The Cape Henlopen Triathlon will take place Sunday, June 10, at Cape Henlopen State Park in Lewes beginning at 7:30 a.m. It is the 18th year for the event, managed for 17 of them by Piranha Sports. The Seashore Striders purchased the event this past fall and will now manage it. The turnout this year will be just over 100 athletes. The goal for 2019 will be to find a date that does not conflict with other multi events. It is a race for everyone and the perfect event at the beach. The goal is to have a safe, enjoyable and fun triathlon on a fast and scenic course perfect for all athletes. Plenty of awards will be presented.
The 1/4-mile swim will be in the ocean just off the park bathhouse, while the 9.7-mile bike will take athletes out of Cape Henlopen State Park onto Cape Henlopen Drive and out to Savannah Road. Bikers will cross over the drawbridge and take a left on Gills Neck Road out to Kings Highway. Then, the course will follow Kings Highway to Freeman Highway, over the bridge, back to Cape Henlopen Drive and on to the transition area in Cape Henlopen State Park. The 5K run will take runners to Fort Miles and onto the north end of the Gordons Pond Trail, turning around at the 1.55-mile mark on the out-and-back course.
The duathletes will run two miles, bike the same 9.7-mile course, and finish with a 5K run.
Registration will remain open through Saturday evening and will reopen on race morning from 6 to 7 a.m.
Packet pickup will be from 1 to 3 p.m., Saturday, June 9, at the main beach parking lot in the southwest corner.
Bruce Clayton of Tricoach will present a first-timer clinic beginning at 2 p.m., followed by a swim clinic at 2:30 p.m.

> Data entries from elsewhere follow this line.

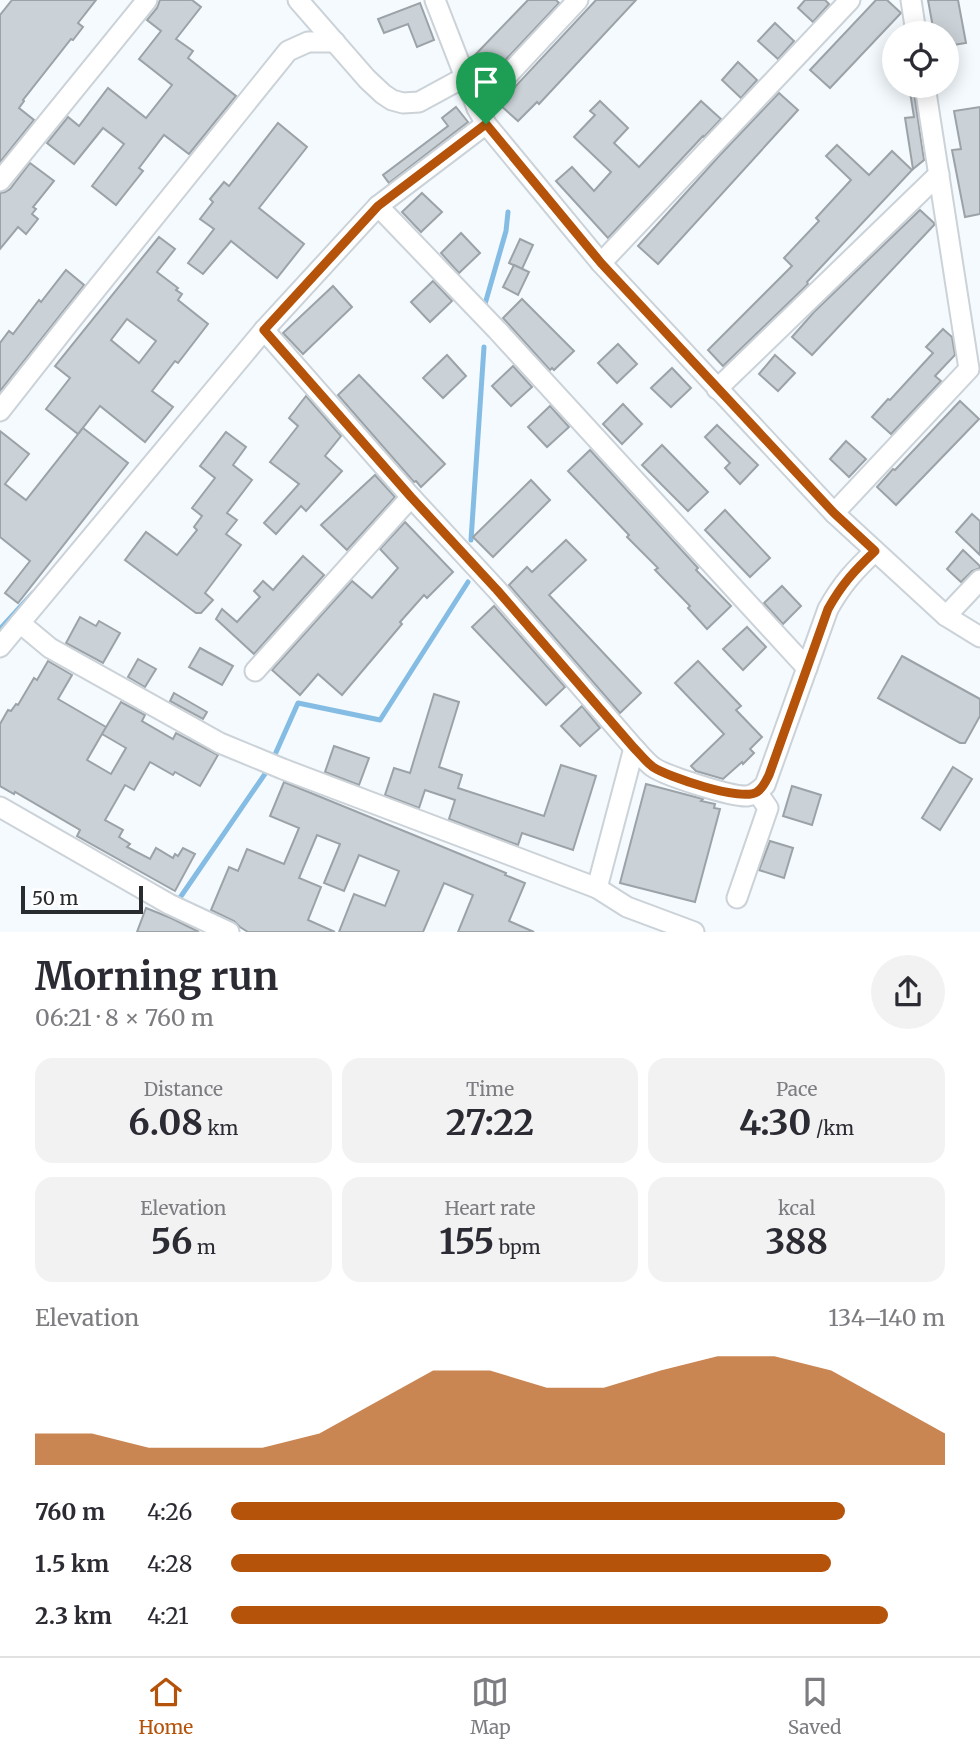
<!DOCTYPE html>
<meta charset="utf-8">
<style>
body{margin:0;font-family:Merriweather,serif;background:#f2f2f3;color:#2b2b33;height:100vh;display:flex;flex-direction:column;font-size:26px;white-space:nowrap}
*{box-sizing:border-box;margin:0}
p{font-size:23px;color:#7c7c81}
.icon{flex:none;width:38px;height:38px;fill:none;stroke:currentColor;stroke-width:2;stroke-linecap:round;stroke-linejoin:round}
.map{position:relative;height:932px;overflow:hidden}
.side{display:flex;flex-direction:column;background:#fff;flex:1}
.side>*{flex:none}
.fabs{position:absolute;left:882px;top:21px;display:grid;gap:14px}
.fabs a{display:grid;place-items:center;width:77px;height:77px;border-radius:50%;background:#fff;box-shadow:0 4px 18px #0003;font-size:35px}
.scale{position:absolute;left:21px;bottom:18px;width:122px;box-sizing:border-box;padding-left:7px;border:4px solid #292c2e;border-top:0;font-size:19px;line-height:24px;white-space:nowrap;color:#292c2e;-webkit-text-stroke:5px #fff;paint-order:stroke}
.pin{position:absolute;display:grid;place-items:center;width:60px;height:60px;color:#fff;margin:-72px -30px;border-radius:50% 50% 50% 0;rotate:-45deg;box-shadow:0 0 7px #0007}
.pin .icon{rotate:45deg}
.round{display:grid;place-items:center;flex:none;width:74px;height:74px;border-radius:37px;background:#f2f2f3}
.head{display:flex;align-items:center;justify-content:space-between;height:119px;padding:0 35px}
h1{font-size:38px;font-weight:700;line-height:52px}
.figures{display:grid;grid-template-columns:repeat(3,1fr);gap:10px;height:119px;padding:7px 35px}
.figures div{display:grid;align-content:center;border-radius:18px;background:#f2f2f3;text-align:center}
.figures b{font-size:35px;font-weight:700}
.figures small{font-size:19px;font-weight:400}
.figures p{font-size:19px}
.chart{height:196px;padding:14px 35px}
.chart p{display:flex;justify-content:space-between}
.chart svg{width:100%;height:126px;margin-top:7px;fill:#b45309;opacity:.7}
ul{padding:0 35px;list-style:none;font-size:23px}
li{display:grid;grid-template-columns:112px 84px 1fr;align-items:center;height:52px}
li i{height:18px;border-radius:9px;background:#b45309}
.dock{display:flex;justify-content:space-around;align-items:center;height:98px;border-top:2px solid #e1e1e2;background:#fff;font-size:19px;color:#7c7c81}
.dock a{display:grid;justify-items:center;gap:4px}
.dock .on{color:#b45309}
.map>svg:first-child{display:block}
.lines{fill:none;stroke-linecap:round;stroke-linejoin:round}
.stream{stroke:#84bce4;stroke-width:5}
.building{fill:#cbd2d7;stroke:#9ca3a8;stroke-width:2;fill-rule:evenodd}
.minor-casing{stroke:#cbd2d8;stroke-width:23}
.minor{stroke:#fff;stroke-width:19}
.route-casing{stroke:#fff;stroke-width:14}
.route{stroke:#b45309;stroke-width:9}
</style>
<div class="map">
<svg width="980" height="932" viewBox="0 0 980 932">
<rect width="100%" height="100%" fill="#f4fafe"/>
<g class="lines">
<!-- stream -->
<g class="stream">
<path d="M485 304 506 231 508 212"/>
<path d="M471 540 484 347"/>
<path d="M0 629 33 593"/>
<path d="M164 921 269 768 298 703 380 720 468 582"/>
</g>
</g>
<!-- building -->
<g class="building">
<path d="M12 0H96L78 23 83 27 73 40 71 39 23 100 24 101 19 108 34 120 0 162V15Z"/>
<path d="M160 0H192L201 7 176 39 193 51 188 58 236 96 189 154 164 135 139 168 143 171 116 205 92 186 124 144 103 128 74 164 47 143 68 117 79 126 108 88 146 118 172 85 139 59 161 31 147 20 157 8Z"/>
<path d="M528 0H556L559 3 494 72 475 55Z"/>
<path d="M596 0H636L539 104 537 102 518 121 499 104Z"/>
<path d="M805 0H825L829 4 813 22 798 8Z"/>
<path d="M876 0H887L901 13 830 88 810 70Z"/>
<path d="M928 0H958L966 43 947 46V33H934Z"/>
<path d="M420 3 434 40 417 47 408 24 384 33 378 19Z"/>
<path d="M775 23 794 41 778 59 758 41Z"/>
<path d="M738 62 757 80 741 98 722 80Z"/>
<path d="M909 86H913L924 160 913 169 905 118 914 117Z"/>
<path d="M779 93 798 110 658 264 638 246 720 155Z"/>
<path d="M600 101 628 128 614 143 639 167 701 101 721 119 704 137 703 136 608 238 556 181 572 167 594 191 611 172 574 137 595 115 590 111Z"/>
<path d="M456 107 468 122 389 183 383 175 448 126 442 118Z"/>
<path d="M980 107V214L965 217 952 150 961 149 954 111Z"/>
<path d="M278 123 307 147 259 208 304 244 277 278 231 241 203 274 188 263 214 229 200 219 213 202 210 199 224 182 229 186Z"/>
<path d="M837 145 869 175 892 151 912 170 807 282 808 284 723 366 708 350 792 266 784 258 819 221 816 218 851 180 826 156Z"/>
<path d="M30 163 54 181 33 207 36 209 32 214 38 219 26 234 18 227 0 249V193L5 192 10 189Z"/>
<path d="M422 193 442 212 421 232 402 212Z"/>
<path d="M920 210 934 223V225L812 355 792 337 814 312Z"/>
<path d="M461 233 480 253 459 273 441 253Z"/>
<path d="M159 237 175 249 157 272 178 288 176 290 182 294 178 300 208 324 178 363 175 361 152 391 173 407 145 442 100 406 78 434 46 409 70 378 55 366ZM127 319 156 341 139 363 111 340Z"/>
<path d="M520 239 533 245 522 269 509 263Z"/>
<path d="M514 265 529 272 518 295 503 287Z"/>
<path d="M66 270 84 285 0 391V343L9 331 13 334 39 300 41 302Z"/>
<path d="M433 281 452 301 430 322 411 302Z"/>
<path d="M333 286 352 307 303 354 283 333Z"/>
<path d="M522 299 574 351 554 370 552 368 550 370 503 318Z"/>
<path d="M943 329 952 337 955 355 935 376 941 381 891 434 872 417 888 399 890 400 933 353 926 347Z"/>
<path d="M618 344 637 364 617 383 598 363Z"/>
<path d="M447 355 466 376 443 398 423 378Z"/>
<path d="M775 355 795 373 778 391 759 374Z"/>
<path d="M513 366 532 387 511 406 492 386Z"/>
<path d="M672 368 691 388 671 407 651 388Z"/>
<path d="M359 375 445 464 421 487 416 481 414 482 338 395Z"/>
<path d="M306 396 341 436 325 456 342 471 306 511 301 506 276 534 264 523 299 484 270 462 298 426 289 418Z"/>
<path d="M960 401 979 419 896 505 877 487 893 469 895 470Z"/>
<path d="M623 404 642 424 622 444 603 424Z"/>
<path d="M550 406 569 427 547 447 528 427Z"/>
<path d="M717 425 758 465 740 484 725 468 730 463 705 437Z"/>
<path d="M83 428 128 463 18 603 5 593 30 561 0 537V431L29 454 5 484 26 500Z"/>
<path d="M226 432 246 447 233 465 252 480 227 513 237 520 226 534 241 545 205 593 213 600 201 613H196L125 560 146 532 177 555 197 530 194 527 202 516 192 508 215 478 200 466Z"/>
<path d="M846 441 866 459 849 477 830 459Z"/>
<path d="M662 445 708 492 688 511 642 465Z"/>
<path d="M590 450 698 568 696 570 731 606 707 629 688 608 690 606 655 570 658 568 627 537 629 535 568 471Z"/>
<path d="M375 475 395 497 347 550 321 525Z"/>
<path d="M531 480 550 500 493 557 473 537Z"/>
<path d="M725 510 770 558 750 577 705 530Z"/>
<path d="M972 514 980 521V555L956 532Z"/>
<path d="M405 522 453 572 427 598 424 595 400 622 402 624 342 695 318 674 300 695 272 670 352 581 372 598 398 568 380 549Z"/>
<path d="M566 540 586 560 549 595 641 693 620 713 509 585 527 567 532 572Z"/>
<path d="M963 550 980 566V568L972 571 961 582 947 569Z"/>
<path d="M303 556 324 575 254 654 216 619 222 609 237 622 260 597 254 591 263 581 273 590Z"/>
<path d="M782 586 801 606 783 624 764 603Z"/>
<path d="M494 606 565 687 546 705 472 627Z"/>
<path d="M80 617 96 626 99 621 120 633 103 663 66 643Z"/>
<path d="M747 627 766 647 743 670 723 649Z"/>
<path d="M200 648 233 666 222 685 189 667Z"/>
<path d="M902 656 980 699V716L965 743H960L878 698Z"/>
<path d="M138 659 156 669 145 687 128 677Z"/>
<path d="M48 661 72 675 58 699 106 727 87 760 111 774 126 748 102 734 121 702 145 715 142 721 173 739 176 733 218 755 200 786 175 772 173 775 150 762 134 790 125 785 105 820 123 830 119 837 130 844 127 847 150 859 156 848 173 858 175 854 178 856 183 848 195 854 175 891 77 836 80 830 15 792 14 794 0 786V724L8 710 11 711 16 704 18 705 34 678 37 680Z"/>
<path d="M698 661 741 706 736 710 762 737 750 749 754 753 743 764 742 762 723 779 696 771 691 766 724 734 675 683Z"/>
<path d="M174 693 207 712 203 719 170 701Z"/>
<path d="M434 694 459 702 439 767 462 775 458 788 544 816 561 765 596 776 573 850 522 833 518 845 449 819 455 800 425 790 419 808 385 795 394 768 410 773Z"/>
<path d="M582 706 600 728 580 746 561 726Z"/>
<path d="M334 746 369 758 359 785 325 772Z"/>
<path d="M953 767 972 779 940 830 922 818Z"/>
<path d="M284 782 443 847 506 873 505 875 525 883 509 921 534 932H458L473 895 444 883 423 932H339L354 894 385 906 399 871 359 855 344 891 324 883 340 844 317 835 299 878 321 887 308 920 335 932H248L240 927 234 921 211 910 229 867 238 871 247 849 284 864 299 828 270 816Z"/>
<path d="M646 784 703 799 701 801 715 804 714 808 720 809 695 902 620 883Z"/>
<path d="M792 786 821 795 812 825 783 816Z"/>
<path d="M770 841 793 848 784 878 759 870Z"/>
<path d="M146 908 171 918 199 932H137Z"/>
</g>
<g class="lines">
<!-- minor casing -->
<g class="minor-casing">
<g id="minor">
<path d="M298 0 367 79 383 94 392 100 403 103 419 102 465 77"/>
<path d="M435 0 477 108 486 124 601 263 834 513 946 616 980 637"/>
<path d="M911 0 916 33"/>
<path d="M477 108 578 0"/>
<path d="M0 181 147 0"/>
<path d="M378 206 497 330 807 668"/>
<path d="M601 263 850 0"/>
<path d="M264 330 411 497 497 590 634 748C640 754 646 762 653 767 666 776 732 797 747 796 755 795 759 790 765 785L828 609C842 584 854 571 875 551"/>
<path d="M717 389 939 174"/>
<path d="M0 411 73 318 288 51 308 42H335"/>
<path d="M834 513 969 369 925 86"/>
<path d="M946 616 980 580"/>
<path d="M20 623 50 648 220 743 283 769 597 888 627 907 694 932"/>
<path d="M0 647 264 330 378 206 486 124"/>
<path d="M255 671 411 497"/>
<path d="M0 807 169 904 229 932"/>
<path d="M597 888 634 748"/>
<path d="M737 898 768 808 757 792"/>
</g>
</g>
<!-- minor -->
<use href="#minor" class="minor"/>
</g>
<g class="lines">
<!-- route casing -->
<g class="route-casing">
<path id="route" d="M486 124 601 263 834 513 875 551C854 571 842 584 828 609L769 775C766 781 763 788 757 792 742 802 668 777 653 767 646 762 640 754 634 748L497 590 411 497 264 330 378 206Z"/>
</g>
<!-- route -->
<use href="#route" class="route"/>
</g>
</svg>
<div class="fabs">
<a><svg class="icon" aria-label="locate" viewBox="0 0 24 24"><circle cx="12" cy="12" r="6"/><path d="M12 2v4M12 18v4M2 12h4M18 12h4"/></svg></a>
</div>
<div class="scale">50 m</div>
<div class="pin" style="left:486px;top:124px;background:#1e9e55"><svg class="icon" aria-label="arrive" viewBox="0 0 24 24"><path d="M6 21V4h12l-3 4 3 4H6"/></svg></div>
</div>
<section class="side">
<div class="head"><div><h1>Morning run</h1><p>06:21 · 8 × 760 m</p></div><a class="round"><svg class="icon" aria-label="share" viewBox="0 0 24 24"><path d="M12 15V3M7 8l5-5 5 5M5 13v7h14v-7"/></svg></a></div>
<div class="figures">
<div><p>Distance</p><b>6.08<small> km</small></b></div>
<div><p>Time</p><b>27:22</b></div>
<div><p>Pace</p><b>4:30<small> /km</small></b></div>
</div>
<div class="figures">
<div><p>Elevation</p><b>56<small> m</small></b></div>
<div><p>Heart rate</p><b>155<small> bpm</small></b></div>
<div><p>kcal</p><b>388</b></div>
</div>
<div class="chart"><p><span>Elevation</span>134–140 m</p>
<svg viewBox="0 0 160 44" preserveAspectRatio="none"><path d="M0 44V33L10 33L20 38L30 38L40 38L50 33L60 22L70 11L80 11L90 17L100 17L110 11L120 6L130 6L140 11L150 22L160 33V44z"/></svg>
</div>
<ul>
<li><b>760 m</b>4:26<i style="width:86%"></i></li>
<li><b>1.5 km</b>4:28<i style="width:84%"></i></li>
<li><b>2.3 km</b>4:21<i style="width:92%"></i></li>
</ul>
</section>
<nav class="dock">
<a class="on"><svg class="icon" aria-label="home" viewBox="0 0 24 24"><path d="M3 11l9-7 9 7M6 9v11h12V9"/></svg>Home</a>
<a><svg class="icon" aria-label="map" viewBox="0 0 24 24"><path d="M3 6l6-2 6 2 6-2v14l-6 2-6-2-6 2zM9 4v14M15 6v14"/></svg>Map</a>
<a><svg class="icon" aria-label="saved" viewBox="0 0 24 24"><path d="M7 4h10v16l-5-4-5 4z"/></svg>Saved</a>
</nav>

Tri side note: All-American runner and former Olympic Trials qualifier Emily Ritter of Millsboro is lifeguarding for the Rehoboth Beach Patrol and is entered in Sunday’s triathlon. Emily, a graduate of Rider University and Sussex Tech, is a runner by trade, but has been improving in the bike and swim, and could be an interesting addition to the triathlon world if she chooses that path.
1,300 and counting
When I started working at the The Whale back in the late ’80s covering the running scene and even a few Cape Henlopen teams, I really did not think that I would still be writing 30 years later. In the early ’90s, the Cape Gazette was born, and I was asked to start a running and racing column, and each week, four times a month, 12 months a year, I have written a column. Last week was my 1,300th column in a row for the Cape Gazette. I’m not much into streaks, unless it is the Beacon track girls, which ran off like 72 in a row until we lost to coach Kenny’s Mariner team last year by a point.
Jack of all trades
Jack Huxtable of Rehoboth Beach has arrived. Fun-loving and always happy, Jack has arrived at the door of a new age group – 80-84. Most 80-year-olds are not walking much, let alone running 5Ks, but then there is Jack. Jack recently ran a chip time of 28:57.5 and a gun time of 29:01.2, averaging 9:20 a mile. Jack knows about hard work, as the Cornell graduate spent 45 years in the foreign service living overseas. Jack also knows how to have fun around all his friends, as he sometimes treats the crowd to an 80-year-old cartwheel after receiving his trophy. Congratulations to Jack for reaching a milestone birthday and setting a new Delaware 5K record, breaking the old record of 31:55 set in 2014 by John Button.